In the 2004 season, MLS once again increased its quota to 12 teams after the incorporation of Real Salt Lake and Chivas USA. The Utah State franchise was created with the idea of bringing soccer to the central United States, a market that was largely untapped. The team owes the 'Real' in its name to the president's admiration for Real Madrid. Chivas USA was created with the expectation of creating competition in the city of Los Angeles against Galaxy. Another purpose of this franchise was to serve as a springboard to MLS for Mexican players from the Mexican counterpart team, Chivas Guadalajara.

Canada joins MLS

In 2007, a new team would join MLS for the season, and that would be Toronto FC. They would be the first Canadian team to join the North American league, and the first team in the competition to have a soccer-specific stadium.

West Coast expansion continues

The 2009 season would see the beginning of one of today's strongest franchises, Seattle Sounders FC. The Washington State outfit took its name from an online survey of fans. This franchise was born with the idea of growing soccer in an area of the United States where no club existed. The shield depicts Seattle's most famous building, the Space Needle.

Expansion continues in the northwest

In the 2011 season, a new franchise began to participate in MLS. It was Portland Timbers, the Oregon team was founded in 1974 in the NASL, but after several seasons it disappeared in 1982, due to debts owed to its players. In the 2001 season it was reborn as a member of the United Soccer League. But it was in 2009, when commissioner Don Garber made official the franchise's adhesion to MLS.

The other franchise to join MLS that season was Vancouver Whitecaps FC. The second Canadian team to participate in this competition was founded in the 1974 season

In the 2012 MLS season, another Canadian franchise would start playing in the North American league, and that would be the Montreal Impact.

Surpassing twenty teams

For the 2017 season two more franchises began participating in MLS. Atlanta United FC and the already named Minnesota United FC.

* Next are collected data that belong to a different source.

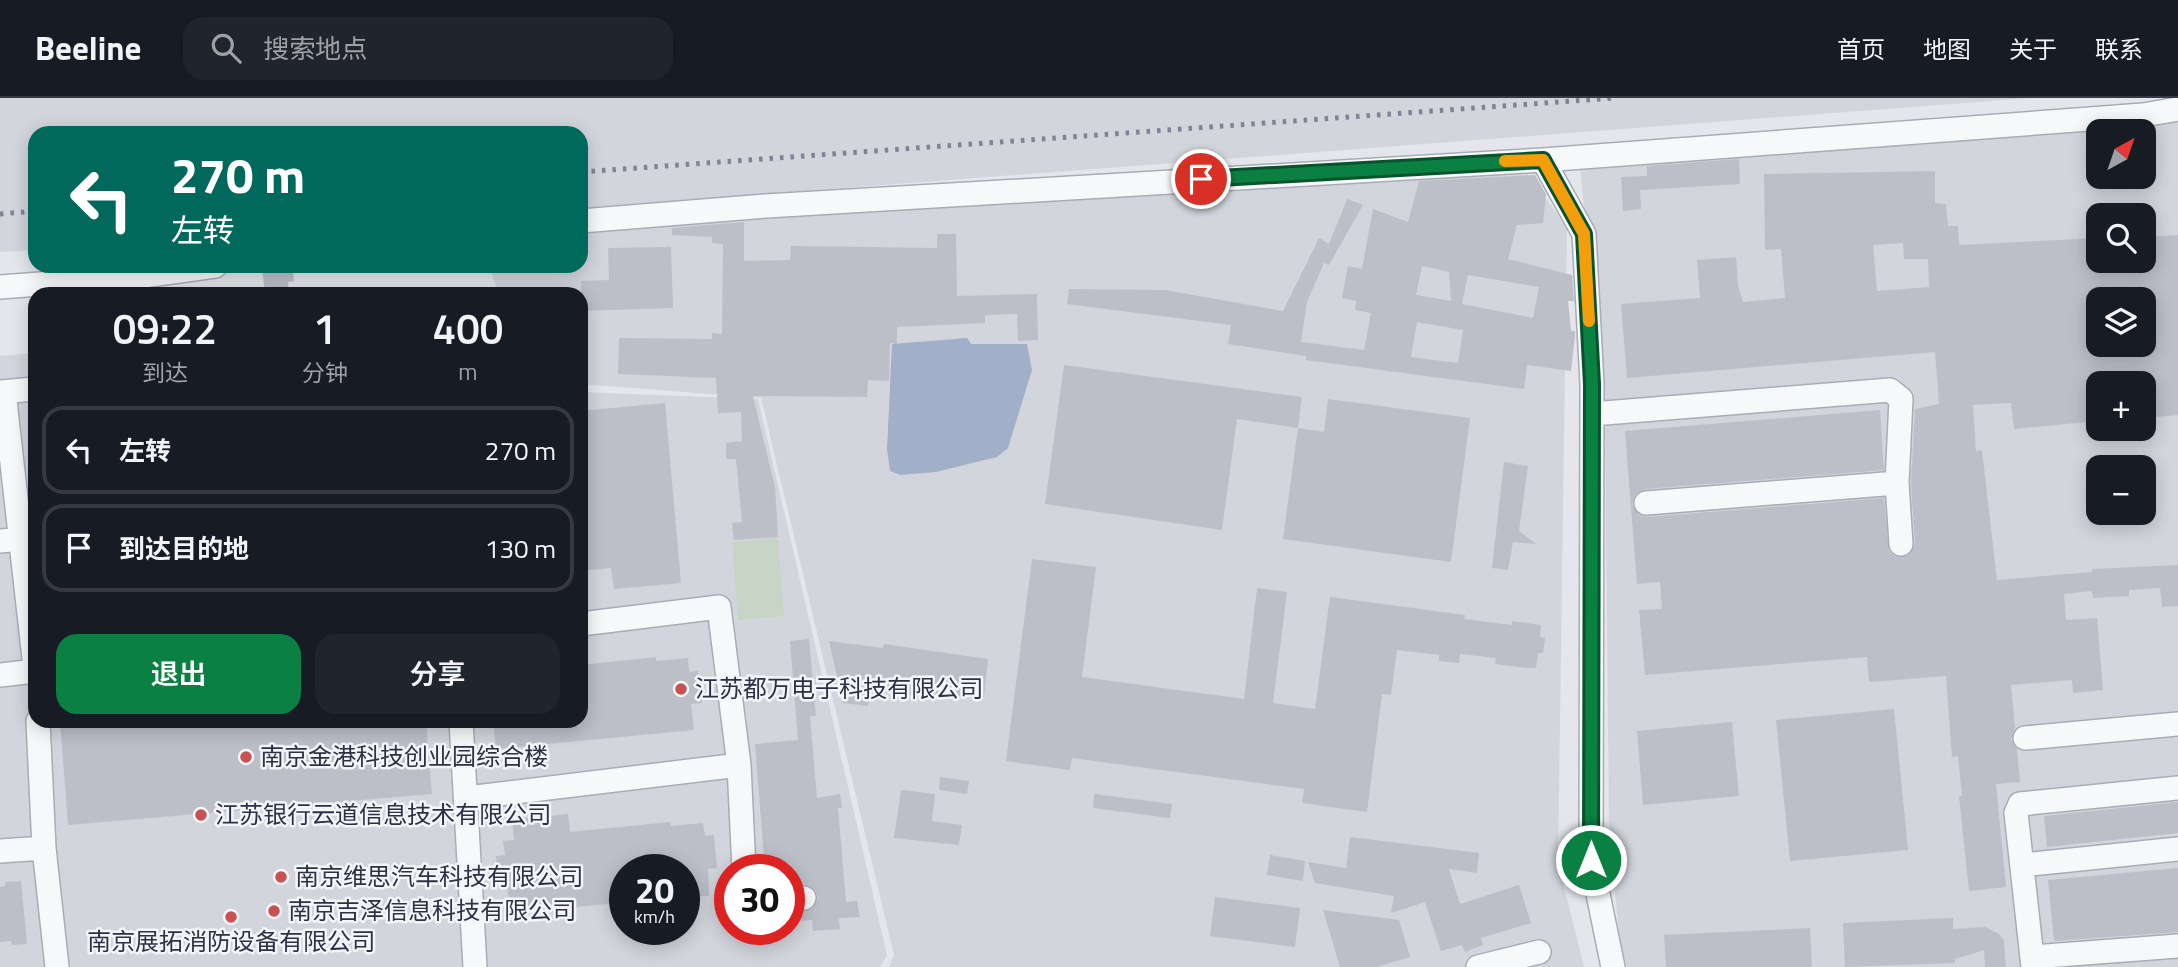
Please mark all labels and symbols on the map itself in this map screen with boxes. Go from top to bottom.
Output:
north arrow [2086,119,2156,189]
pin [1171,149,1231,209]
place label: 江苏都万电子科技有限公司 [695,670,983,706]
marker: 江苏都万电子科技有限公司 [673,681,689,697]
place label: 南京金港科技创业园综合楼 [260,738,548,774]
marker: 南京金港科技创业园综合楼 [238,749,254,765]
place label: 江苏银行云道信息技术有限公司 [215,796,551,832]
marker: 江苏银行云道信息技术有限公司 [193,807,209,823]
position arrow [1554,823,1628,897]
speed limit sign: 30 [714,854,805,945]
place label: 南京维思汽车科技有限公司 [295,858,583,894]
marker: 南京维思汽车科技有限公司 [273,869,289,885]
place label: 南京吉泽信息科技有限公司 [288,892,576,928]
marker: 南京吉泽信息科技有限公司 [266,903,282,919]
marker: 南京展拓消防设备有限公司 [223,909,239,925]
place label: 南京展拓消防设备有限公司 [87,923,375,959]

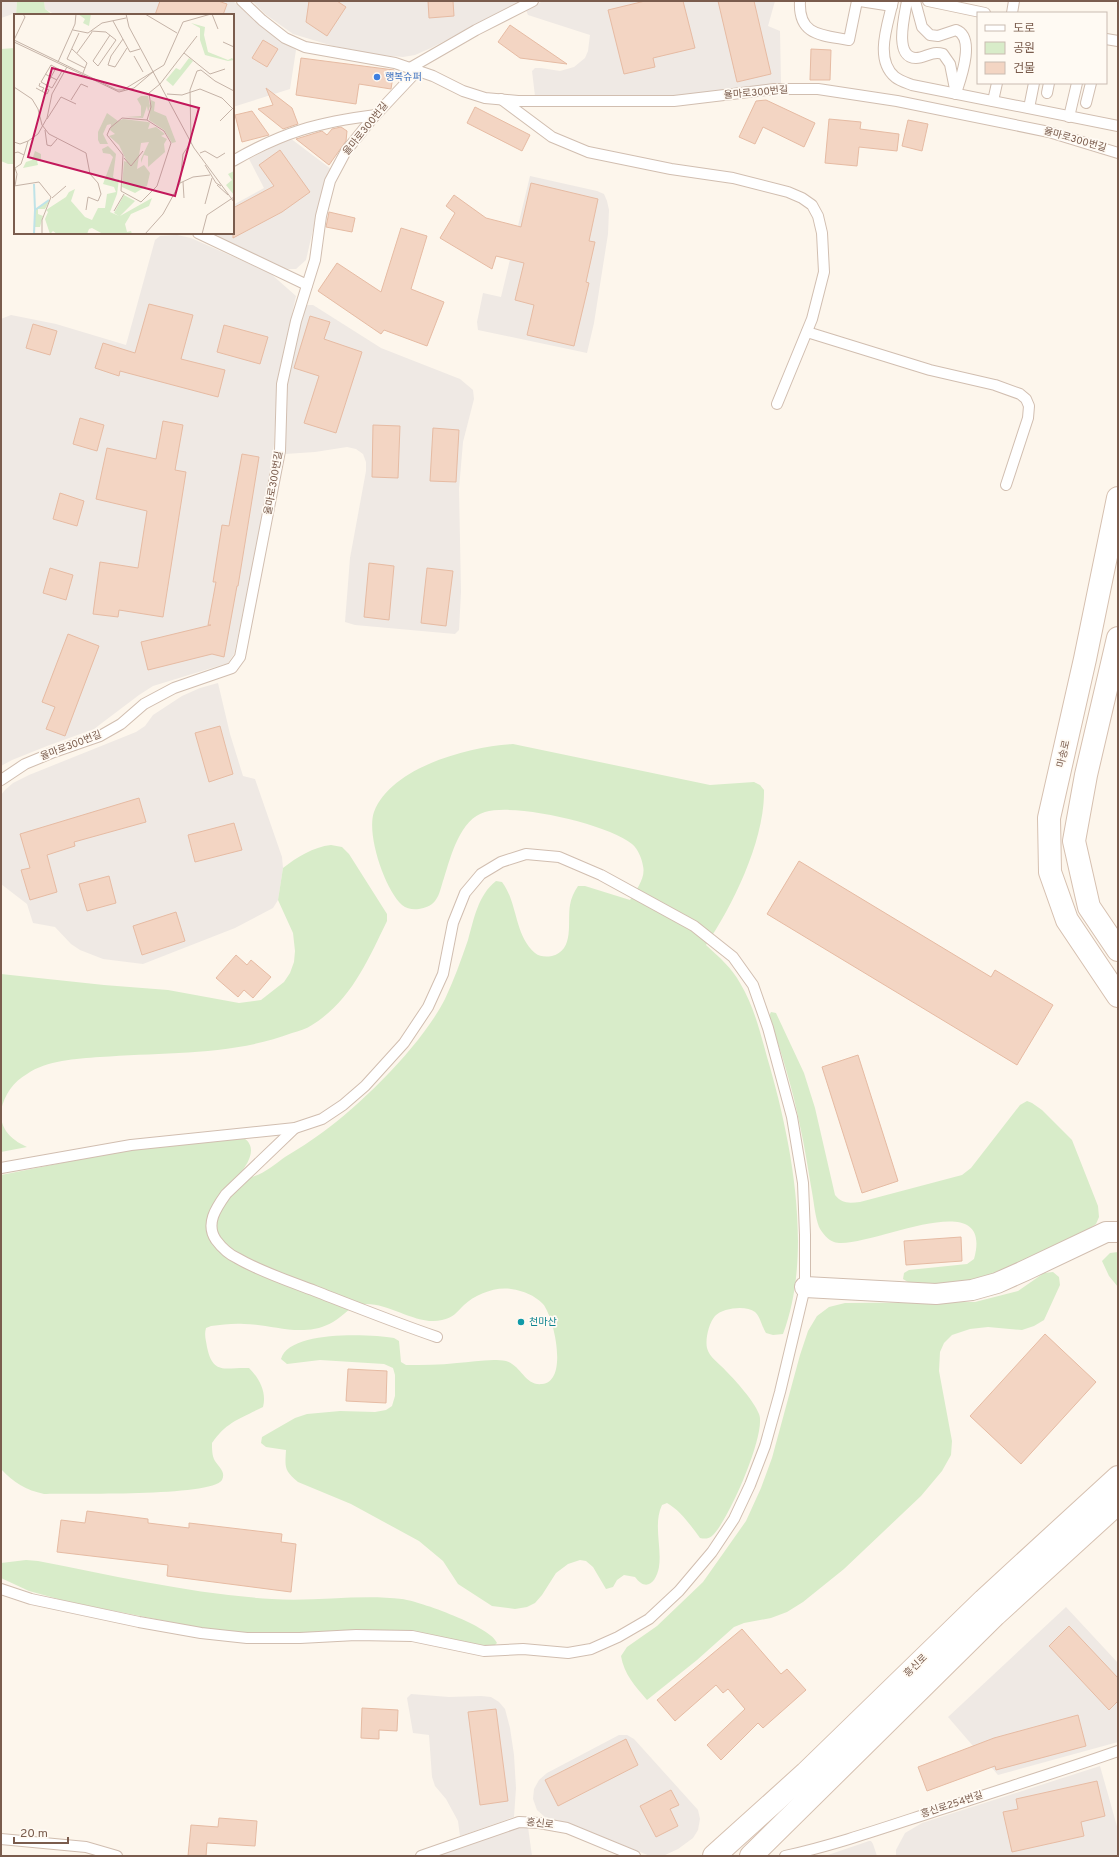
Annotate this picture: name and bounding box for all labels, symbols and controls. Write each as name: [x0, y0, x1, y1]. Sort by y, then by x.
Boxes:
legend: [977, 12, 1107, 84]
inset map: [14, 14, 234, 234]
text: 도로: [1013, 21, 1035, 37]
text: 공원: [1013, 41, 1035, 57]
text: 건물: [1013, 61, 1035, 77]
place label: 행복슈퍼: [385, 71, 422, 84]
marker: 행복슈퍼: [372, 72, 382, 82]
street label: 율마로300번길: [723, 84, 789, 102]
street label: 율마로300번길: [341, 100, 391, 158]
street label: 율마로300번길: [1042, 125, 1108, 155]
street label: 율마로300번길: [262, 450, 286, 516]
street label: 율마로300번길: [38, 728, 104, 764]
street label: 마송로: [1055, 739, 1073, 769]
place label: 천마산: [529, 1316, 557, 1329]
marker: 천마산: [516, 1317, 526, 1327]
street label: 흥신로: [902, 1652, 930, 1680]
street label: 흥신로254번길: [919, 1789, 985, 1821]
street label: 흥신로: [526, 1816, 554, 1832]
scale bar: [14, 1819, 68, 1845]
text: 20 m: [20, 1826, 48, 1842]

The arrival of the Argentinean 'Tata' Martino gave the Atlanta-based team an important leap, not only in quality, but also in impact at a global level in the world of soccer.

The case of Minnesota United FC happened in the blink of an eye. After many rumors, Don Garber announced, officially, that in 2018 MLS will have 22 teams.

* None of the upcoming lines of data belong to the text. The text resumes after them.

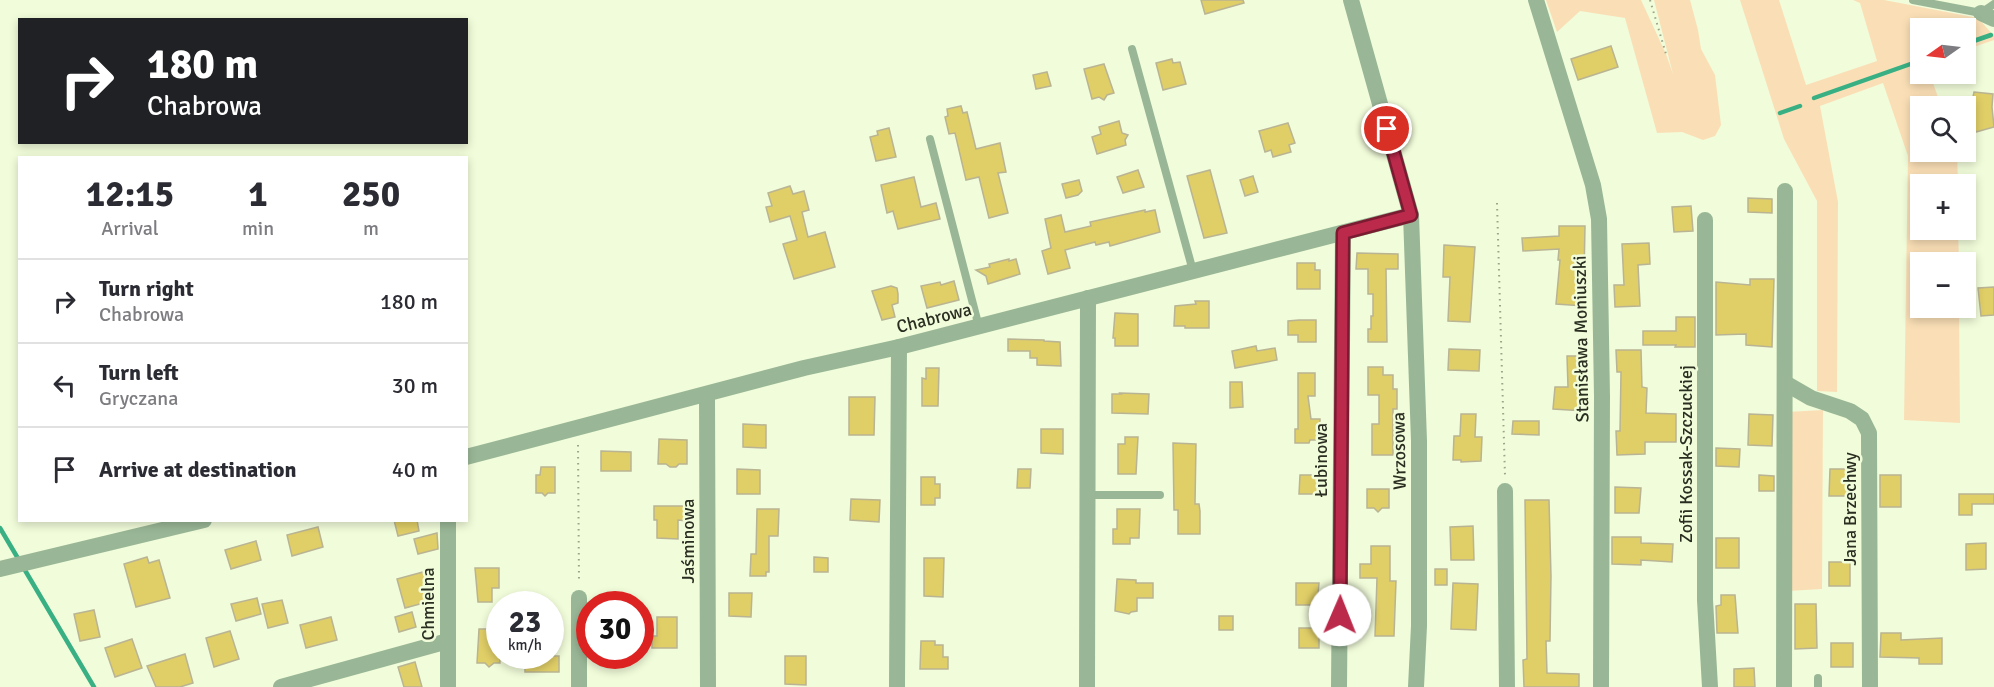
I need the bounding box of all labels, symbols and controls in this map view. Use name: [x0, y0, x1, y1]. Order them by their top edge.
north arrow: [1910, 18, 1976, 84]
map controls: [1910, 18, 1976, 318]
text: 180 m: [147, 39, 258, 90]
icon: right: [48, 42, 126, 120]
text: Chabrowa: [147, 90, 262, 123]
button: search: [1910, 96, 1976, 162]
pin: [1361, 103, 1412, 154]
icon: arrive: [1370, 112, 1403, 145]
text: 12:15: [86, 172, 174, 217]
text: 1: [248, 172, 268, 217]
text: 250: [342, 172, 400, 217]
button: +: [1910, 174, 1976, 240]
text: Arrival: [101, 216, 159, 241]
text: min: [242, 216, 274, 241]
text: m: [363, 216, 379, 241]
button: −: [1910, 252, 1976, 318]
street label: Stanisława Moniuszki: [1569, 255, 1593, 423]
text: Turn right: [99, 275, 194, 302]
icon: right: [48, 285, 81, 318]
text: 180 m: [380, 288, 438, 315]
street label: Chabrowa: [894, 298, 974, 338]
text: Chabrowa: [99, 302, 184, 327]
text: Turn left: [99, 359, 179, 386]
street label: Zofii Kossak-Szczuckiej: [1675, 365, 1697, 543]
icon: left: [48, 369, 81, 402]
text: 30 m: [392, 372, 438, 399]
text: Gryczana: [99, 386, 178, 411]
street label: Wrzosowa: [1387, 412, 1411, 490]
street label: Łubinowa: [1310, 423, 1332, 497]
street label: Jana Brzechwy: [1839, 452, 1861, 566]
icon: arrive: [48, 453, 81, 486]
text: Arrive at destination: [99, 456, 296, 483]
text: 40 m: [392, 456, 438, 483]
street label: Jaśminowa: [677, 499, 699, 583]
street label: Chmielna: [417, 567, 439, 641]
position arrow: [1308, 583, 1372, 647]
speed limit sign: 30: [576, 591, 654, 669]
text: 23: [509, 604, 541, 641]
text: km/h: [508, 636, 542, 654]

For the 2018 season, MLS has already closed the incorporation of a new franchise such as Los Angeles FC. This will be the second team in the Californian city and the third in the state. This ambitious project will try to give competition in a city where the Galaxy have an absolute monopoly and the now defunct Chivas USA, did not even manage to put in trouble. The franchise has taken important steps in the formation of the team and the entity.

Further expansion

In 2019, MLS announced its future expansion to 30 teams. With an average attendance of over 20,000 spectators per game, MLS has the third highest average attendance of any U.S. sports league after the NFL and MLB.

On December 20, 2017, a new expansion franchise was announced in the city of Nashville, Tennessee, under the name Nashville SC.

In early 2018, the 25th franchise was confirmed to be based in Miami, Florida, under the name Inter Miami CF and owned by David Beckham for entry into the 2020 season. Later that year, the city of Cincinnati made its MLS franchise official under the name FC Cincinnati and to debut in the 2019 season, making it the 26th franchise.

In January 2019, the 27th franchise was confirmed for Austin (Texas), the Austin FC club, and debuted in the 2021 season.

Later in 2019, franchise number 28 was confirmed for Saint-Louis, and is to debut in the 2023 season. Franchise number 29 was confirmed for Sacramento, California, and also will debut in the 2023 season.

And lastly, franchise number 30 was announced for Charlotte, which will debut in the 2022 season. This culminates the strategic expansion of 30 teams in MLS, coinciding with the explosive growth in the popularity of soccer across the United States and Canada.